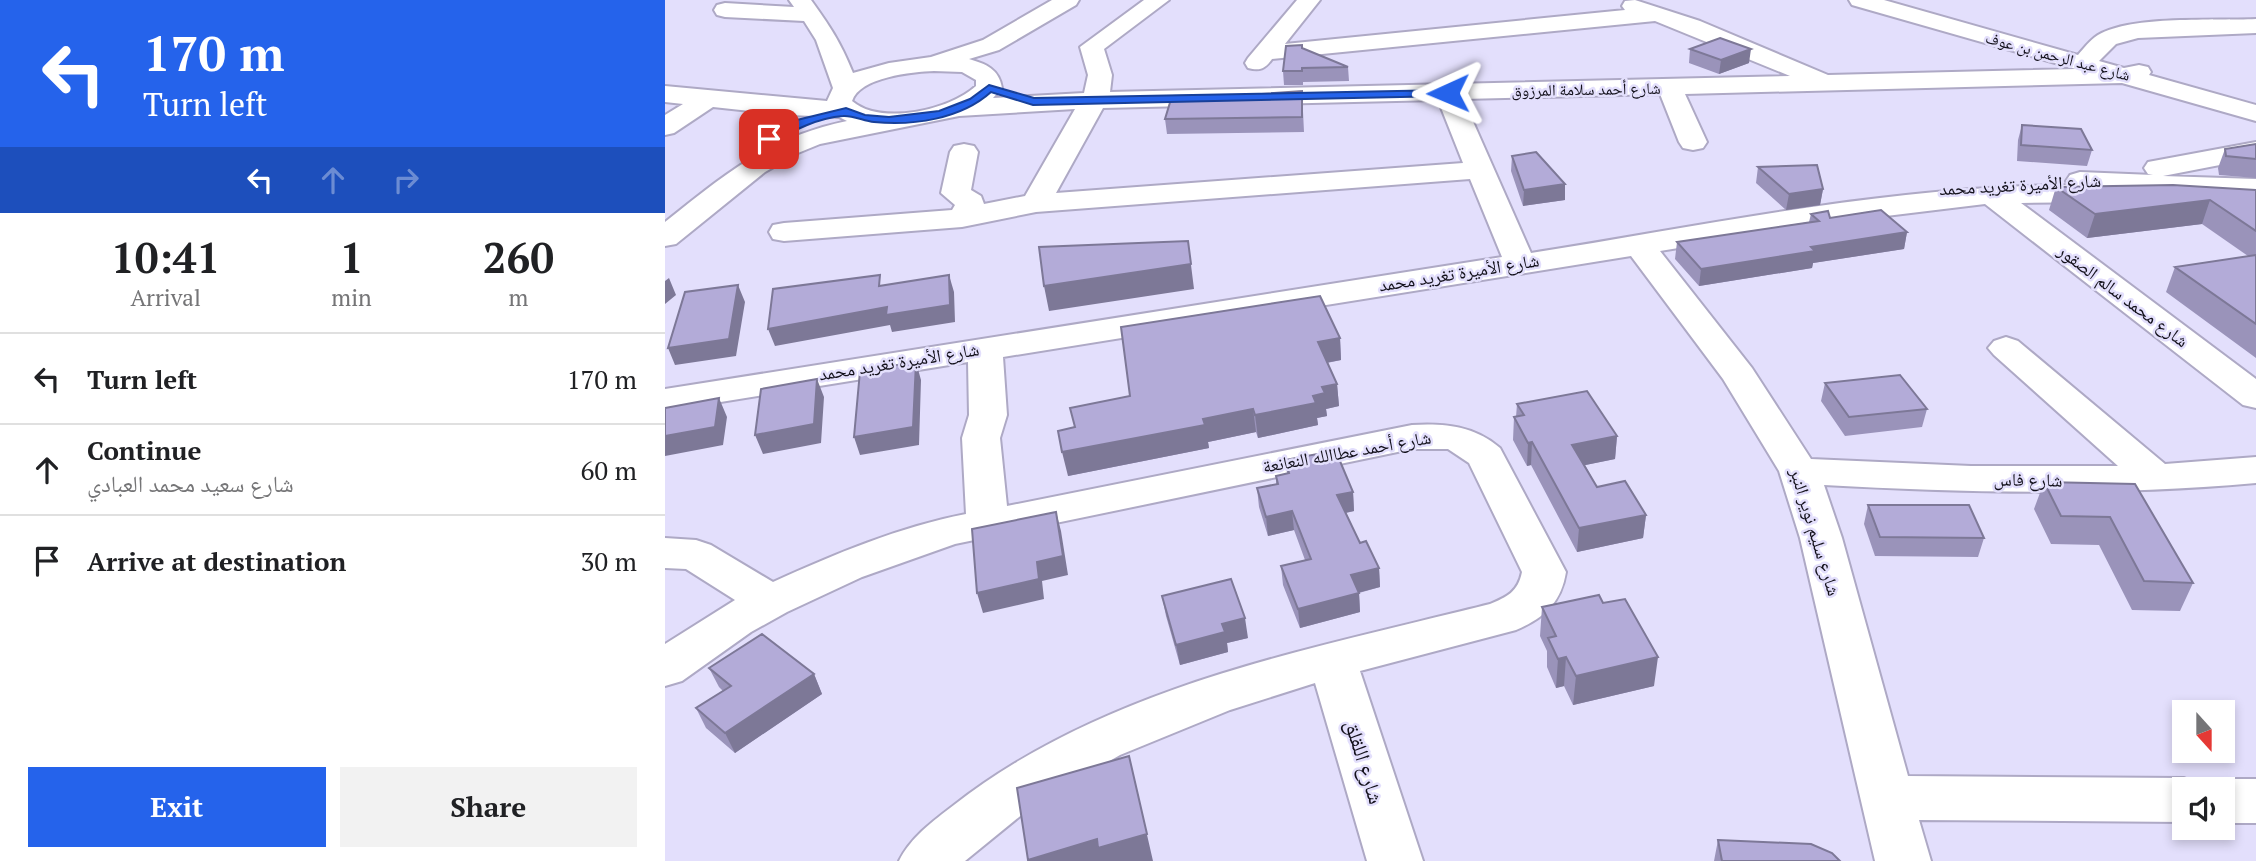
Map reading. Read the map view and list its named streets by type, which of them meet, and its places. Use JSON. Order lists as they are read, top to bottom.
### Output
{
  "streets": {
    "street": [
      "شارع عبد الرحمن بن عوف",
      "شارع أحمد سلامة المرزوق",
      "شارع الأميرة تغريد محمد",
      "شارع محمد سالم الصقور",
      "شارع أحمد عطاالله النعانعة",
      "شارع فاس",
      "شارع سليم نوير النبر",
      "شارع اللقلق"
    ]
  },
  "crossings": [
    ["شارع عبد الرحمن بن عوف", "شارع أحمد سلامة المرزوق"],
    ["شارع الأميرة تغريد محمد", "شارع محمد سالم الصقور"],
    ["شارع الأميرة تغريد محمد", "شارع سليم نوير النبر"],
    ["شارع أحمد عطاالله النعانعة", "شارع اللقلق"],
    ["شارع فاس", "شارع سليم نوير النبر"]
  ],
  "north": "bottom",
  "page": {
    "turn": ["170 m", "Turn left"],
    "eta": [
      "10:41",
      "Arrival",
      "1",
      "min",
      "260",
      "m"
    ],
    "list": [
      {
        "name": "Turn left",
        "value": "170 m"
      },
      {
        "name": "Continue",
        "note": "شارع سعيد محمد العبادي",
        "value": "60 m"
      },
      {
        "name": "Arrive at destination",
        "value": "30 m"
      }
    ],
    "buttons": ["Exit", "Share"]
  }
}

▸ EXERCISE DESCRIPTION:
Take from the listing every line in which the word "الرحمن" appears.

▸ OUTPUT OF THE TASK:
      "شارع عبد الرحمن بن عوف",
    ["شارع عبد الرحمن بن عوف", "شارع أحمد سلامة المرزوق"],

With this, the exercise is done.